### GIVEN DATA

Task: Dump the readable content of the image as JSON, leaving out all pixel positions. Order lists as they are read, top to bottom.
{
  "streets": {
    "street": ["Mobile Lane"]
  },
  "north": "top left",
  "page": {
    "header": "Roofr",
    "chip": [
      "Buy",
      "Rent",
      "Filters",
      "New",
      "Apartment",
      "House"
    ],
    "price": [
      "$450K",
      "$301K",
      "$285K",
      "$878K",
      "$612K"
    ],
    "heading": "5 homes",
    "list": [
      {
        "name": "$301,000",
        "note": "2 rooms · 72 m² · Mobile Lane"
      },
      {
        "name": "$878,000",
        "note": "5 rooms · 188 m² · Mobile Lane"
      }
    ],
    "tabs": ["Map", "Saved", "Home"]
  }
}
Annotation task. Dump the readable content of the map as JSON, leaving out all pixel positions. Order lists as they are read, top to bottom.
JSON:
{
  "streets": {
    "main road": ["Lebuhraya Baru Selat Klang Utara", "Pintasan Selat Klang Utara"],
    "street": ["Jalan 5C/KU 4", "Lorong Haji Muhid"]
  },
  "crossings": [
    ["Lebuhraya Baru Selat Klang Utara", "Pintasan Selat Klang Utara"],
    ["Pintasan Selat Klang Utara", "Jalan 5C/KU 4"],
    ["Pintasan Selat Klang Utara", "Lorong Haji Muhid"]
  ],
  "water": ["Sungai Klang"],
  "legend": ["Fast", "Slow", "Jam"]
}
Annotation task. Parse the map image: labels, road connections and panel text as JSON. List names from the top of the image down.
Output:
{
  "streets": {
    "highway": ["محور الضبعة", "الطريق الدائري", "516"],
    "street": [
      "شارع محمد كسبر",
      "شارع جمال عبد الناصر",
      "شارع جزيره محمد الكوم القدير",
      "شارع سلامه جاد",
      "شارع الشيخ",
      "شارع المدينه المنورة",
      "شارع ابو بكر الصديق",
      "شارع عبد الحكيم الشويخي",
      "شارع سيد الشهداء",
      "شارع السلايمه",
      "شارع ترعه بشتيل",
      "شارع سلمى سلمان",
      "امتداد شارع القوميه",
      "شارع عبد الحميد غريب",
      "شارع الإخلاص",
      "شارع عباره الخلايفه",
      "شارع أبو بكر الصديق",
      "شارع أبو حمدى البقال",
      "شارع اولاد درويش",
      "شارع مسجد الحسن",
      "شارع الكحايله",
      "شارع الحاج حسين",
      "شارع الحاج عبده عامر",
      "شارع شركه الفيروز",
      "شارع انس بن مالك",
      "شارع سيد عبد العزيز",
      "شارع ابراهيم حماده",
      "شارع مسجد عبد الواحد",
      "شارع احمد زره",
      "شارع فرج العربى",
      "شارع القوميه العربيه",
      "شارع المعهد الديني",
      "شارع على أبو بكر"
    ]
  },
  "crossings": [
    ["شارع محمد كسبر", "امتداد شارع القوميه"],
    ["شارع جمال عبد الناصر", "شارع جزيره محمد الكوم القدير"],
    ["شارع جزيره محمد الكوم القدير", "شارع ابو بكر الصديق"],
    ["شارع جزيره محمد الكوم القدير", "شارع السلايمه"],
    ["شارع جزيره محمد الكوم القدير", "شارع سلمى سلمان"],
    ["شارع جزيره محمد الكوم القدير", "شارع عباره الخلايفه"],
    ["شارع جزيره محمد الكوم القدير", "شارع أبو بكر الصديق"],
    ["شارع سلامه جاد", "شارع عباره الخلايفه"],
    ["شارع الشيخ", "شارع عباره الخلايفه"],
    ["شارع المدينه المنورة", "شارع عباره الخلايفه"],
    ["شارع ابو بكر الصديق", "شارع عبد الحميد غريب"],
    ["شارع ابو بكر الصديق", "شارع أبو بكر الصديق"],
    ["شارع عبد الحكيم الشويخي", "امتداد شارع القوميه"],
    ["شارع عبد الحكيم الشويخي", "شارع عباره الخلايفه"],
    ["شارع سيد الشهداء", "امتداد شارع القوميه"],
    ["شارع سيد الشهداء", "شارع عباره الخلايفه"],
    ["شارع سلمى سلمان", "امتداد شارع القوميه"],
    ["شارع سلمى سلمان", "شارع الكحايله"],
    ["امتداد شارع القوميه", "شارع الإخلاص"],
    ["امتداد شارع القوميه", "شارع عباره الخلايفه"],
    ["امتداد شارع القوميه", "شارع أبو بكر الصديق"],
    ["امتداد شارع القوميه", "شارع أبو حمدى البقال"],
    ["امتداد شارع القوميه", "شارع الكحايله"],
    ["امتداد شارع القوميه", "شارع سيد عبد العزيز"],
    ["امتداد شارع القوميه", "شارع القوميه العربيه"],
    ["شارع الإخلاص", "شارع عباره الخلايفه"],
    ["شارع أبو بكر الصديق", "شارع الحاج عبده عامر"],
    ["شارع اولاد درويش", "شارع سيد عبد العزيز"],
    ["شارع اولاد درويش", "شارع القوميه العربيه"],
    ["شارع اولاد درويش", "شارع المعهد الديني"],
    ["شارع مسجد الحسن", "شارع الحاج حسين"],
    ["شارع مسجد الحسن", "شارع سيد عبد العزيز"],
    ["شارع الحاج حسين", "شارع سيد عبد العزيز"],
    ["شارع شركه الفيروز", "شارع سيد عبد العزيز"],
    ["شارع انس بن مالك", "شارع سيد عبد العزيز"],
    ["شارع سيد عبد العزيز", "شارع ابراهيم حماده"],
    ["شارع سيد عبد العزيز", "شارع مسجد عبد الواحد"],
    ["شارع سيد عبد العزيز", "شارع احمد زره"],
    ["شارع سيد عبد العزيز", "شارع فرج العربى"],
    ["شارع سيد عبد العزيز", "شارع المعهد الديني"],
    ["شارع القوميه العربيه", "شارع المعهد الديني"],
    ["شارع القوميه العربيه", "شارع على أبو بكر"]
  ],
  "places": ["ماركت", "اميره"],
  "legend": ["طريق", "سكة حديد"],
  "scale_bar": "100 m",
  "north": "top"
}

### YOUR GOAL
Without skipping a line, retype the full listing.

### ANSWER SECTION
Task: Dump the readable content of the image as JSON, leaving out all pixel positions. Order lists as they are read, top to bottom.
{
  "streets": {
    "street": ["Mobile Lane"]
  },
  "north": "top left",
  "page": {
    "header": "Roofr",
    "chip": [
      "Buy",
      "Rent",
      "Filters",
      "New",
      "Apartment",
      "House"
    ],
    "price": [
      "$450K",
      "$301K",
      "$285K",
      "$878K",
      "$612K"
    ],
    "heading": "5 homes",
    "list": [
      {
        "name": "$301,000",
        "note": "2 rooms · 72 m² · Mobile Lane"
      },
      {
        "name": "$878,000",
        "note": "5 rooms · 188 m² · Mobile Lane"
      }
    ],
    "tabs": ["Map", "Saved", "Home"]
  }
}
Annotation task. Dump the readable content of the map as JSON, leaving out all pixel positions. Order lists as they are read, top to bottom.
JSON:
{
  "streets": {
    "main road": ["Lebuhraya Baru Selat Klang Utara", "Pintasan Selat Klang Utara"],
    "street": ["Jalan 5C/KU 4", "Lorong Haji Muhid"]
  },
  "crossings": [
    ["Lebuhraya Baru Selat Klang Utara", "Pintasan Selat Klang Utara"],
    ["Pintasan Selat Klang Utara", "Jalan 5C/KU 4"],
    ["Pintasan Selat Klang Utara", "Lorong Haji Muhid"]
  ],
  "water": ["Sungai Klang"],
  "legend": ["Fast", "Slow", "Jam"]
}
Annotation task. Parse the map image: labels, road connections and panel text as JSON. List names from the top of the image down.
Output:
{
  "streets": {
    "highway": ["محور الضبعة", "الطريق الدائري", "516"],
    "street": [
      "شارع محمد كسبر",
      "شارع جمال عبد الناصر",
      "شارع جزيره محمد الكوم القدير",
      "شارع سلامه جاد",
      "شارع الشيخ",
      "شارع المدينه المنورة",
      "شارع ابو بكر الصديق",
      "شارع عبد الحكيم الشويخي",
      "شارع سيد الشهداء",
      "شارع السلايمه",
      "شارع ترعه بشتيل",
      "شارع سلمى سلمان",
      "امتداد شارع القوميه",
      "شارع عبد الحميد غريب",
      "شارع الإخلاص",
      "شارع عباره الخلايفه",
      "شارع أبو بكر الصديق",
      "شارع أبو حمدى البقال",
      "شارع اولاد درويش",
      "شارع مسجد الحسن",
      "شارع الكحايله",
      "شارع الحاج حسين",
      "شارع الحاج عبده عامر",
      "شارع شركه الفيروز",
      "شارع انس بن مالك",
      "شارع سيد عبد العزيز",
      "شارع ابراهيم حماده",
      "شارع مسجد عبد الواحد",
      "شارع احمد زره",
      "شارع فرج العربى",
      "شارع القوميه العربيه",
      "شارع المعهد الديني",
      "شارع على أبو بكر"
    ]
  },
  "crossings": [
    ["شارع محمد كسبر", "امتداد شارع القوميه"],
    ["شارع جمال عبد الناصر", "شارع جزيره محمد الكوم القدير"],
    ["شارع جزيره محمد الكوم القدير", "شارع ابو بكر الصديق"],
    ["شارع جزيره محمد الكوم القدير", "شارع السلايمه"],
    ["شارع جزيره محمد الكوم القدير", "شارع سلمى سلمان"],
    ["شارع جزيره محمد الكوم القدير", "شارع عباره الخلايفه"],
    ["شارع جزيره محمد الكوم القدير", "شارع أبو بكر الصديق"],
    ["شارع سلامه جاد", "شارع عباره الخلايفه"],
    ["شارع الشيخ", "شارع عباره الخلايفه"],
    ["شارع المدينه المنورة", "شارع عباره الخلايفه"],
    ["شارع ابو بكر الصديق", "شارع عبد الحميد غريب"],
    ["شارع ابو بكر الصديق", "شارع أبو بكر الصديق"],
    ["شارع عبد الحكيم الشويخي", "امتداد شارع القوميه"],
    ["شارع عبد الحكيم الشويخي", "شارع عباره الخلايفه"],
    ["شارع سيد الشهداء", "امتداد شارع القوميه"],
    ["شارع سيد الشهداء", "شارع عباره الخلايفه"],
    ["شارع سلمى سلمان", "امتداد شارع القوميه"],
    ["شارع سلمى سلمان", "شارع الكحايله"],
    ["امتداد شارع القوميه", "شارع الإخلاص"],
    ["امتداد شارع القوميه", "شارع عباره الخلايفه"],
    ["امتداد شارع القوميه", "شارع أبو بكر الصديق"],
    ["امتداد شارع القوميه", "شارع أبو حمدى البقال"],
    ["امتداد شارع القوميه", "شارع الكحايله"],
    ["امتداد شارع القوميه", "شارع سيد عبد العزيز"],
    ["امتداد شارع القوميه", "شارع القوميه العربيه"],
    ["شارع الإخلاص", "شارع عباره الخلايفه"],
    ["شارع أبو بكر الصديق", "شارع الحاج عبده عامر"],
    ["شارع اولاد درويش", "شارع سيد عبد العزيز"],
    ["شارع اولاد درويش", "شارع القوميه العربيه"],
    ["شارع اولاد درويش", "شارع المعهد الديني"],
    ["شارع مسجد الحسن", "شارع الحاج حسين"],
    ["شارع مسجد الحسن", "شارع سيد عبد العزيز"],
    ["شارع الحاج حسين", "شارع سيد عبد العزيز"],
    ["شارع شركه الفيروز", "شارع سيد عبد العزيز"],
    ["شارع انس بن مالك", "شارع سيد عبد العزيز"],
    ["شارع سيد عبد العزيز", "شارع ابراهيم حماده"],
    ["شارع سيد عبد العزيز", "شارع مسجد عبد الواحد"],
    ["شارع سيد عبد العزيز", "شارع احمد زره"],
    ["شارع سيد عبد العزيز", "شارع فرج العربى"],
    ["شارع سيد عبد العزيز", "شارع المعهد الديني"],
    ["شارع القوميه العربيه", "شارع المعهد الديني"],
    ["شارع القوميه العربيه", "شارع على أبو بكر"]
  ],
  "places": ["ماركت", "اميره"],
  "legend": ["طريق", "سكة حديد"],
  "scale_bar": "100 m",
  "north": "top"
}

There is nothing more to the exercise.